§ **Exercise brief**:
Take the records underneath and set them down exactly.

□ □ □ □ □

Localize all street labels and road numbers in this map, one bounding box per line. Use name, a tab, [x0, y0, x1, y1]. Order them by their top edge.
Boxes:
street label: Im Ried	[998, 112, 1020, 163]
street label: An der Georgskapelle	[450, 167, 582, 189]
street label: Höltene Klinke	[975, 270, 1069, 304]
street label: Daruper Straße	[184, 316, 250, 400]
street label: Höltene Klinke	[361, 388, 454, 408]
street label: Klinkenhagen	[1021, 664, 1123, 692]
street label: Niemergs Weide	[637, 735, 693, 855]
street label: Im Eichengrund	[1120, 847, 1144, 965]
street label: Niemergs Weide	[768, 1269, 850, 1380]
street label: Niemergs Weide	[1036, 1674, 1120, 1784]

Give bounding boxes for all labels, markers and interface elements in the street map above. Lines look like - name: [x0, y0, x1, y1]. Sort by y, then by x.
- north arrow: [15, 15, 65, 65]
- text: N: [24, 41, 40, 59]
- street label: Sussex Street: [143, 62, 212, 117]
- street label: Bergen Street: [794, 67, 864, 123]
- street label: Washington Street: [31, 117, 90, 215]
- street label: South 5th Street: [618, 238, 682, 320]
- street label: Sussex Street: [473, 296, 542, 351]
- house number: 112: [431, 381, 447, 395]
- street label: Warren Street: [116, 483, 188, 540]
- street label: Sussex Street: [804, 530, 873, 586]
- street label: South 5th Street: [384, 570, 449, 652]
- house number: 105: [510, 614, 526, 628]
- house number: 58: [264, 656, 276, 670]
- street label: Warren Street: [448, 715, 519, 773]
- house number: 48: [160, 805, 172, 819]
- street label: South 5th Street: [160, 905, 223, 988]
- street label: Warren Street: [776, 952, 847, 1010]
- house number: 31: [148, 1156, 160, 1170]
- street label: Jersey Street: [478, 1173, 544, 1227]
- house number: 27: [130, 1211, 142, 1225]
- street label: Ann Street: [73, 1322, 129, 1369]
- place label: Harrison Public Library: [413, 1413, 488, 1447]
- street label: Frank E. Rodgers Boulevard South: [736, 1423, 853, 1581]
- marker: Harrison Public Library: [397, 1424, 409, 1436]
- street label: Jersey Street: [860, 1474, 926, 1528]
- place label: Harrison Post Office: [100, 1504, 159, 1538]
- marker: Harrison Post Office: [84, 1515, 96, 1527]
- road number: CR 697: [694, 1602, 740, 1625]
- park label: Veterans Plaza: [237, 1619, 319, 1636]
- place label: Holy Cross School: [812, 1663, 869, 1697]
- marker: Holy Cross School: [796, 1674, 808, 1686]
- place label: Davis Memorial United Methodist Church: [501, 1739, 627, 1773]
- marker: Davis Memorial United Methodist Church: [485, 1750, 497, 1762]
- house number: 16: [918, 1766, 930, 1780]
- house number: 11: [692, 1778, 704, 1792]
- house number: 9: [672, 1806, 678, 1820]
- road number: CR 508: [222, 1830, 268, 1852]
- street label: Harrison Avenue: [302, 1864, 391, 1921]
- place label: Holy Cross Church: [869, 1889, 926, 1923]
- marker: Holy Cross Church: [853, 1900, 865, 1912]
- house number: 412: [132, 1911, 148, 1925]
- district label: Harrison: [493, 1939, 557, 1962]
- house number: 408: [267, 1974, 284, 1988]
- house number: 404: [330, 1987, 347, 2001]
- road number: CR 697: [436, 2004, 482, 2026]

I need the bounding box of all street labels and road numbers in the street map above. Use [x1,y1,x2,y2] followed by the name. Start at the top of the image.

□ □ □ □ □

§ **Response to this task**:
Localize all street labels and road numbers in this map, one bounding box per line. Use name, a tab, [x0, y0, x1, y1]. Order them by their top edge.
Boxes:
street label: Im Ried	[998, 112, 1020, 163]
street label: An der Georgskapelle	[450, 167, 582, 189]
street label: Höltene Klinke	[975, 270, 1069, 304]
street label: Daruper Straße	[184, 316, 250, 400]
street label: Höltene Klinke	[361, 388, 454, 408]
street label: Klinkenhagen	[1021, 664, 1123, 692]
street label: Niemergs Weide	[637, 735, 693, 855]
street label: Im Eichengrund	[1120, 847, 1144, 965]
street label: Niemergs Weide	[768, 1269, 850, 1380]
street label: Niemergs Weide	[1036, 1674, 1120, 1784]

Give bounding boxes for all labels, markers and interface elements in the street map above. Lines look like - name: [x0, y0, x1, y1]. Sort by y, then by x.
- north arrow: [15, 15, 65, 65]
- text: N: [24, 41, 40, 59]
- street label: Sussex Street: [143, 62, 212, 117]
- street label: Bergen Street: [794, 67, 864, 123]
- street label: Washington Street: [31, 117, 90, 215]
- street label: South 5th Street: [618, 238, 682, 320]
- street label: Sussex Street: [473, 296, 542, 351]
- house number: 112: [431, 381, 447, 395]
- street label: Warren Street: [116, 483, 188, 540]
- street label: Sussex Street: [804, 530, 873, 586]
- street label: South 5th Street: [384, 570, 449, 652]
- house number: 105: [510, 614, 526, 628]
- house number: 58: [264, 656, 276, 670]
- street label: Warren Street: [448, 715, 519, 773]
- house number: 48: [160, 805, 172, 819]
- street label: South 5th Street: [160, 905, 223, 988]
- street label: Warren Street: [776, 952, 847, 1010]
- house number: 31: [148, 1156, 160, 1170]
- street label: Jersey Street: [478, 1173, 544, 1227]
- house number: 27: [130, 1211, 142, 1225]
- street label: Ann Street: [73, 1322, 129, 1369]
- place label: Harrison Public Library: [413, 1413, 488, 1447]
- street label: Frank E. Rodgers Boulevard South: [736, 1423, 853, 1581]
- marker: Harrison Public Library: [397, 1424, 409, 1436]
- street label: Jersey Street: [860, 1474, 926, 1528]
- place label: Harrison Post Office: [100, 1504, 159, 1538]
- marker: Harrison Post Office: [84, 1515, 96, 1527]
- road number: CR 697: [694, 1602, 740, 1625]
- park label: Veterans Plaza: [237, 1619, 319, 1636]
- place label: Holy Cross School: [812, 1663, 869, 1697]
- marker: Holy Cross School: [796, 1674, 808, 1686]
- place label: Davis Memorial United Methodist Church: [501, 1739, 627, 1773]
- marker: Davis Memorial United Methodist Church: [485, 1750, 497, 1762]
- house number: 16: [918, 1766, 930, 1780]
- house number: 11: [692, 1778, 704, 1792]
- house number: 9: [672, 1806, 678, 1820]
- road number: CR 508: [222, 1830, 268, 1852]
- street label: Harrison Avenue: [302, 1864, 391, 1921]
- place label: Holy Cross Church: [869, 1889, 926, 1923]
- marker: Holy Cross Church: [853, 1900, 865, 1912]
- house number: 412: [132, 1911, 148, 1925]
- district label: Harrison: [493, 1939, 557, 1962]
- house number: 408: [267, 1974, 284, 1988]
- house number: 404: [330, 1987, 347, 2001]
- road number: CR 697: [436, 2004, 482, 2026]

I need the bounding box of all street labels and road numbers in the street map above. Use [x1,y1,x2,y2] followed by the name. Start at the top of the image.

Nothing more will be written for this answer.